TL;DR

  • The basic concepts of the Google Dialogflow are shown
  • A PoC basic agent is created to retrieve facts about Chuck Norris
  • This is a work in progress
  • Resources can be found at https://cloud.google.com/dialogflow/

What is my concept of learning in public?

My idea is to add here the notes that I take when studying something, maybe they are useful for someone else :) This is not intended as a tutorial or a step by step guide. I take notes manually and then transcript them here. This way I can review them and save them for the posterity :) Please bear with my syntax/style errors :)

Basic concepts

What is Dialogflow?

  • Google provides the definition of “Dialogflow is a natural language understanding platform that makes it easy to design and integrate a conversational user interface into your mobile app, web application, device, bot, interactive voice response system, and so on. Using Dialogflow, you can provide new and engaging ways for users to interact with your product.”
  • I understand it like a platform with tools to design a voice user interface (in contrast to a graphic user interface) to other computational resources.
  • It is also possible to model dialogs with static data or just using the same information that the user “inputs”.

Main entities

Agents

  • Natural Language (NL) understanding module
  • Parses the voice input to structured data required by the app/API behind the user interface (UI)
  • It is configured by the developer
  • Analogy to GUI: the role is like a page where you define a form, but with natural language processing “magic” to transform the data instead of the user typing it.

Intents

  • This represents what the user wants to do.
  • Consists of:
    • Training phrases:
      • Example phrases that match this intent
      • “trigger” for this intent
    • Action:
      • What should be done if this intent is matched.
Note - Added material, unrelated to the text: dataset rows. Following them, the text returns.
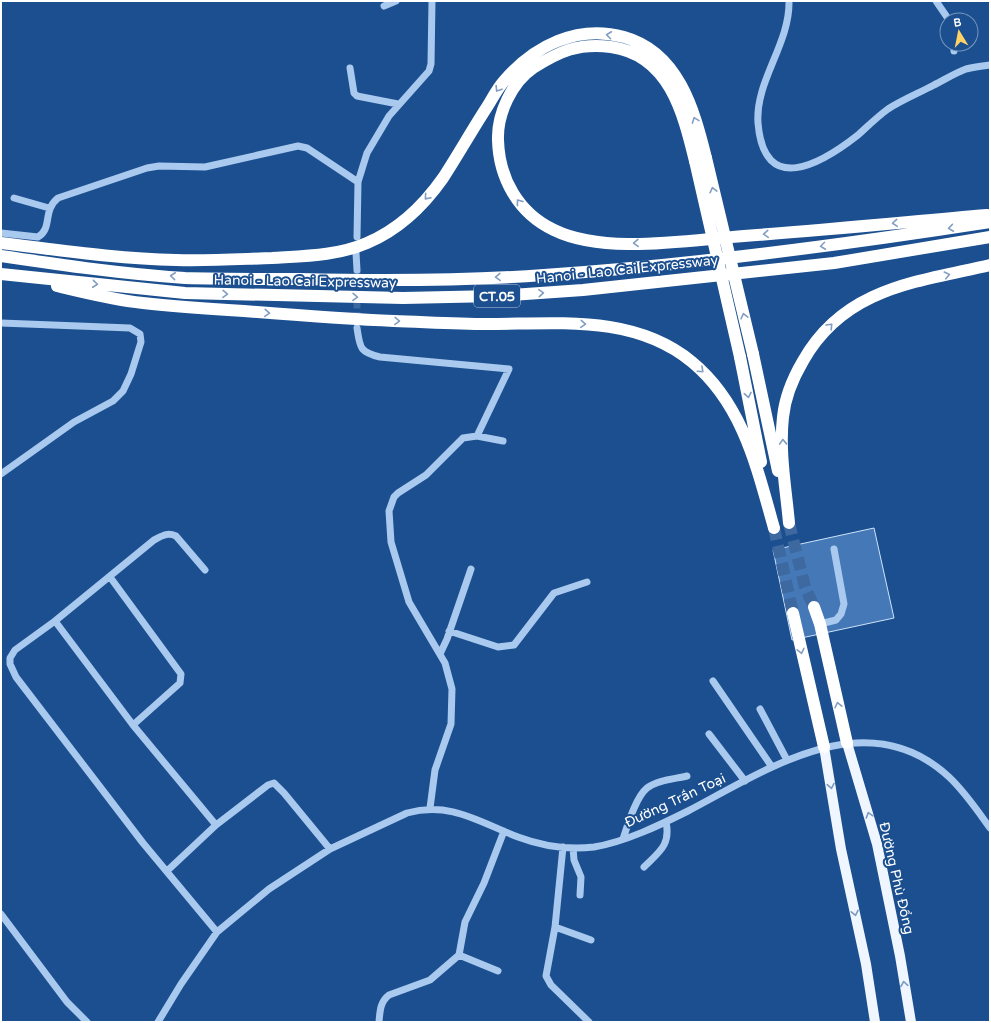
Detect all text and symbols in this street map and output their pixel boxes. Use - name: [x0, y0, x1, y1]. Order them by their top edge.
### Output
- north arrow: [939, 12, 979, 52]
- text: B: [952, 16, 963, 30]
- one-way arrow: [606, 31, 612, 40]
- one-way arrow: [496, 85, 503, 92]
- one-way arrow: [692, 117, 700, 124]
- one-way arrow: [710, 187, 718, 193]
- one-way arrow: [424, 192, 431, 200]
- one-way arrow: [517, 199, 524, 206]
- one-way arrow: [892, 219, 898, 228]
- one-way arrow: [948, 223, 955, 232]
- one-way arrow: [763, 230, 769, 239]
- one-way arrow: [633, 239, 639, 247]
- one-way arrow: [820, 241, 826, 250]
- street label: Hanoi - Lao Cai Expressway: [535, 251, 719, 288]
- street label: Hanoi - Lao Cai Expressway: [213, 271, 397, 292]
- one-way arrow: [944, 271, 950, 279]
- one-way arrow: [170, 272, 176, 281]
- one-way arrow: [495, 273, 501, 282]
- one-way arrow: [92, 279, 99, 288]
- road number: CT.05: [474, 285, 520, 307]
- one-way arrow: [538, 289, 544, 298]
- one-way arrow: [222, 290, 228, 298]
- one-way arrow: [352, 293, 358, 301]
- one-way arrow: [264, 309, 270, 318]
- one-way arrow: [740, 313, 749, 320]
- one-way arrow: [394, 317, 400, 325]
- one-way arrow: [580, 320, 586, 328]
- one-way arrow: [825, 323, 832, 330]
- one-way arrow: [696, 366, 704, 373]
- one-way arrow: [743, 392, 751, 398]
- one-way arrow: [779, 439, 787, 445]
- one-way arrow: [797, 648, 805, 654]
- one-way arrow: [835, 702, 843, 708]
- street label: Đường Trần Toại: [622, 770, 728, 831]
- one-way arrow: [826, 782, 835, 789]
- one-way arrow: [865, 812, 874, 819]
- street label: Đường Phù Đổng: [875, 820, 918, 936]
- one-way arrow: [851, 910, 859, 916]
- one-way arrow: [901, 980, 909, 987]

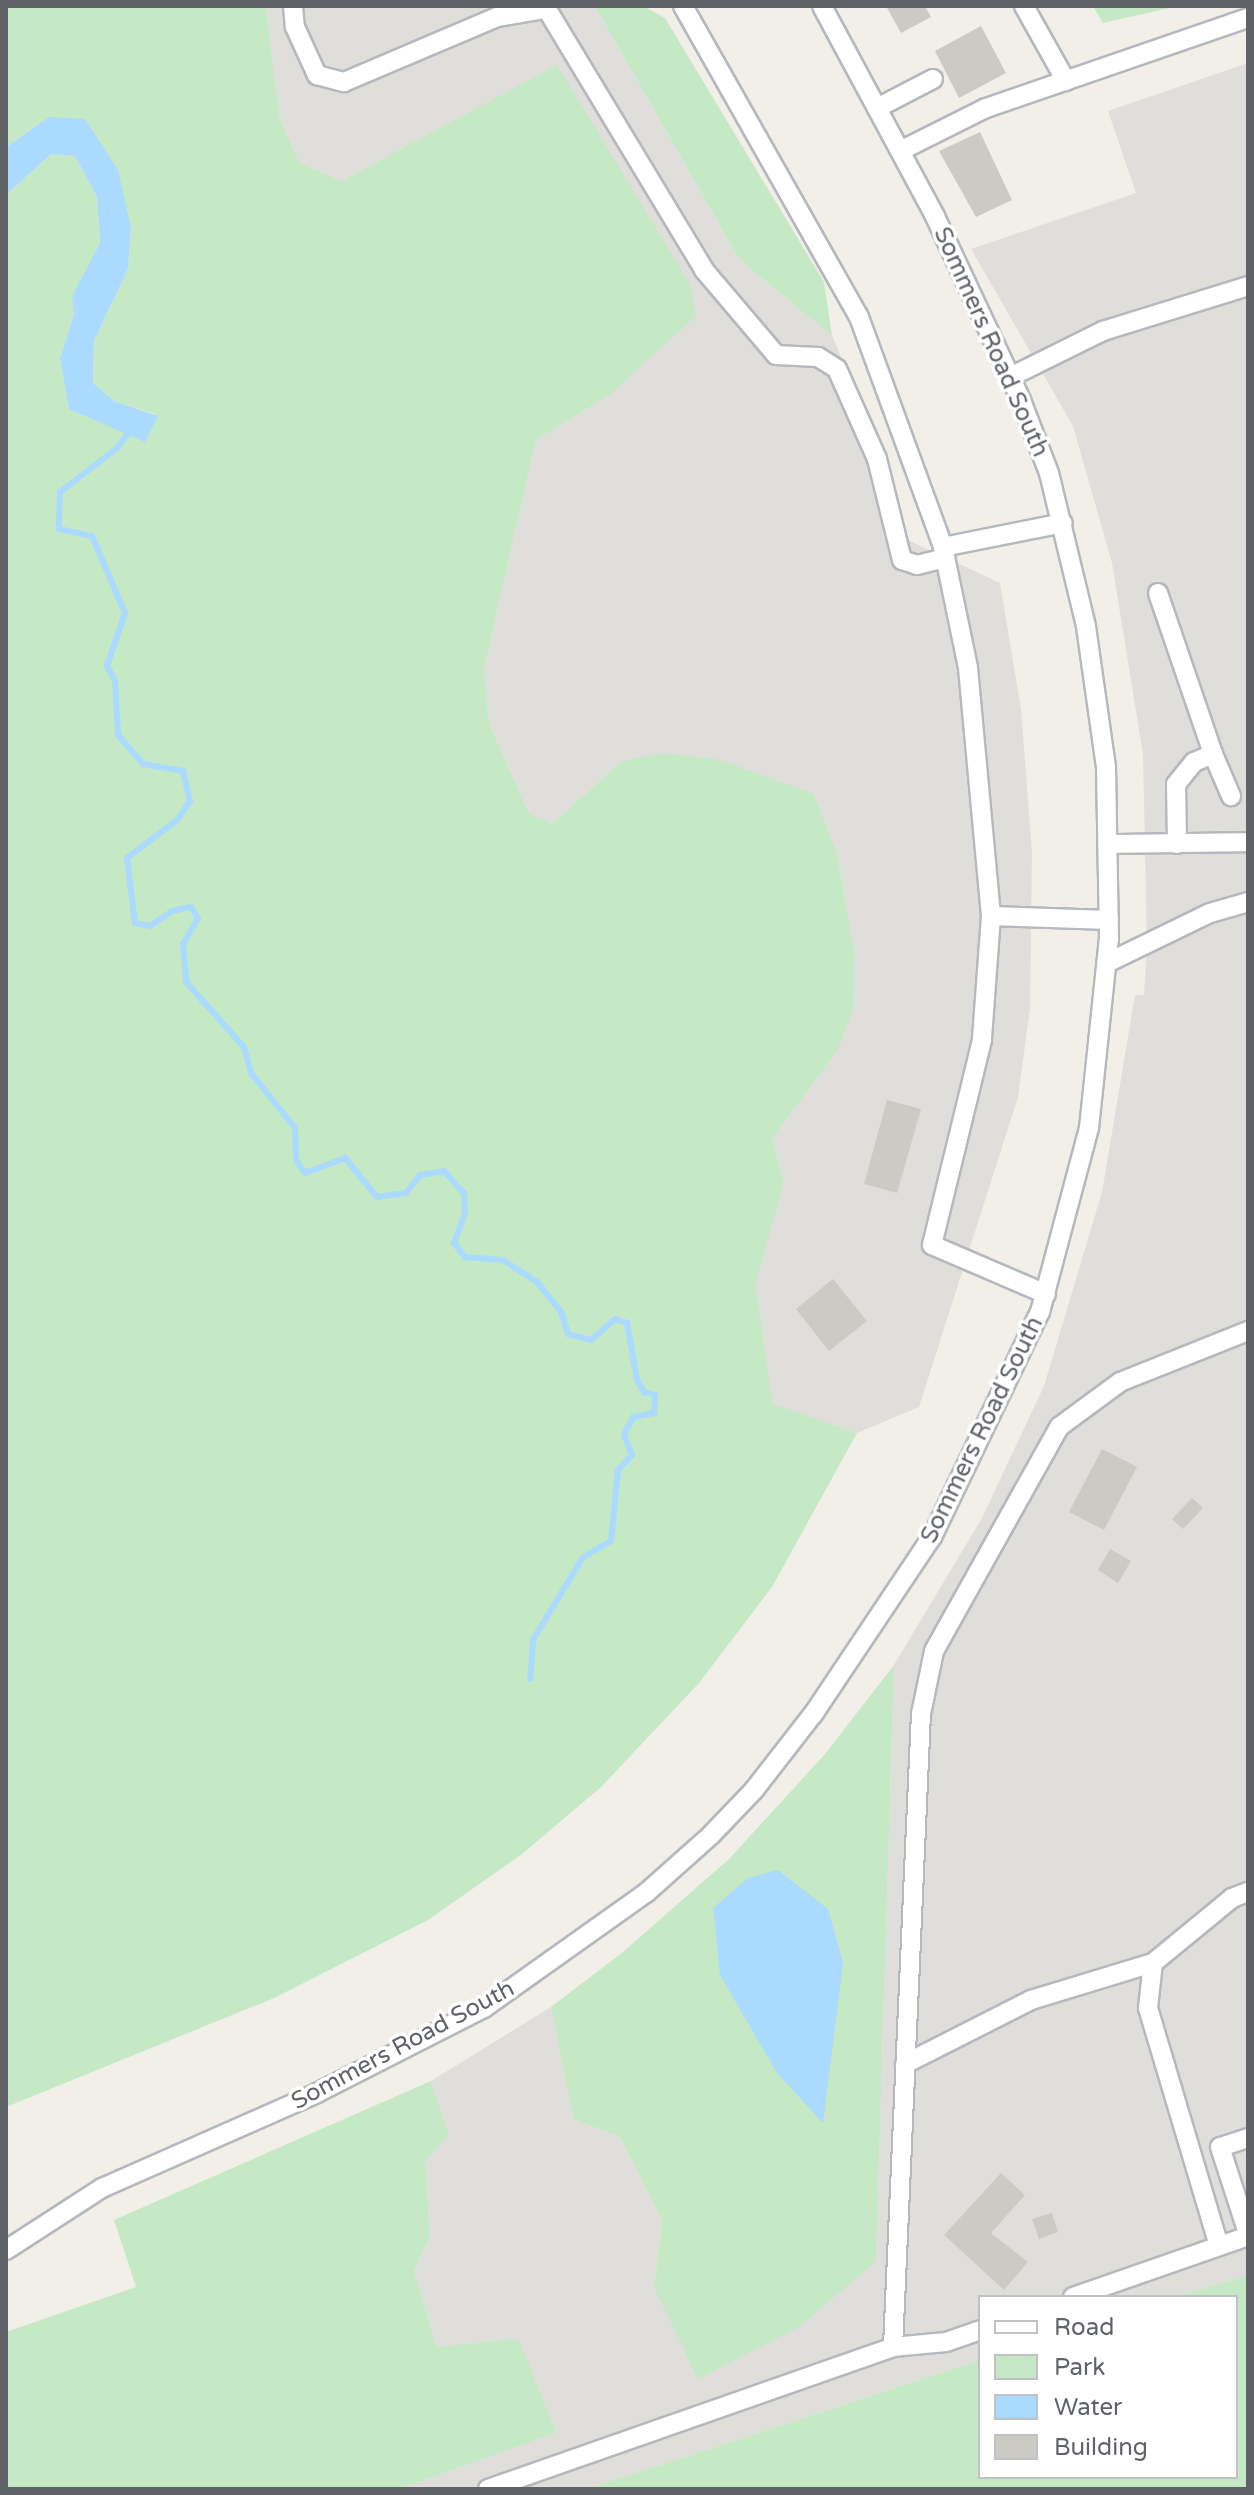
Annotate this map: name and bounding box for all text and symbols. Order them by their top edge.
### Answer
street label: Sommers Road South [927,223,1055,461]
street label: Sommers Road South [915,1312,1049,1548]
street label: Sommers Road South [287,1974,519,2116]
legend [978,2295,1238,2479]
text: Road [1054,2313,1114,2342]
text: Park [1054,2353,1105,2382]
text: Water [1054,2393,1122,2422]
text: Building [1054,2433,1148,2462]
E.G. return a predefined answer, call a webhook, execute a cloud function
    • Parameters
      • Information obtained from the input of the user
      • This is structured data parsed by the agent (see “Entities” below), that can be used in other computational systems
    • Responses
      • What the agent will return to the user. It could be text, audio, images,…
  • Analogy to GUI: The web form itself, along with the action it triggers, and the response it gets

Entities

  • Types of parameters
  • Form of the data
  • I understand it like a class (in an object oriented context)
  • There are predefined entities (and even in the Dialogflow console sometimes they are detected automatically out of the training phrases, which is cool)
  • Possibility to define you entities

Contexts

  • The information surrounding the conversation, just like a regular talk with a person
  • Helps the agent to understand what the user means
  • An intent can be configured using input and output contexts

Follow-up intents

  • Can be used to automatically set contexts for pairs of intents
  • Child-parent relationship with another intent

Dialogflow console

  • Console to create, build and test agents

Dialogflow api

  • Build agents for advanced scenarios
  • From my perspective, this is a basic feature for production use cases.
  • Could it be that I am mixing concepts here? need to dig deeper. Is this API a substitute of the dialogflow console to model agents? Is this API to get an intent out of the natural language input by the user? is it both?

Integrations

  • Existing integrations with other services, e.g. telegram, fb messenger

Fulfillment for integrations

  • Possibility to call APIs owned by the developer to get information to respond to the user
  • Configured for the required intents

User interactions with the API

  • Control is inverted, i.e. your code interacts with the user and then sends the input (text or audio) to the dialogflow api to retrieve the intent

Interesting things/features

  • API to create and manage agents
    • I find this one important because it allows to have the agents as code, which enables change traceability and stateless deployments
    • No one wants to have manually tweaked agents deployed to production -> that is unreliable
    • This also enables version control of agents
  • Fulfillment
    • Different ways to configure authentication against your service
    • 2 ways to do the fulfillment:
      • Webhook with defined interface
      • execution of cloud functions (think of lambda) to process data (e.g. call a backend)
    • Logs of the cloud function are accessible in one click, though sometimes they take long load
    • On the docs, it is recommended to use the webhook for production, which I don’t fully understand yet: calling a cloud function should be reliable enough
    • Example code in Node.js to execute the cloud function is understandable, I was able to edit it and get it working in minutes (even after midnight 🙈), though there could be a comment on what is required to make the agent return a response, it took me a couple of minutes to decipher it.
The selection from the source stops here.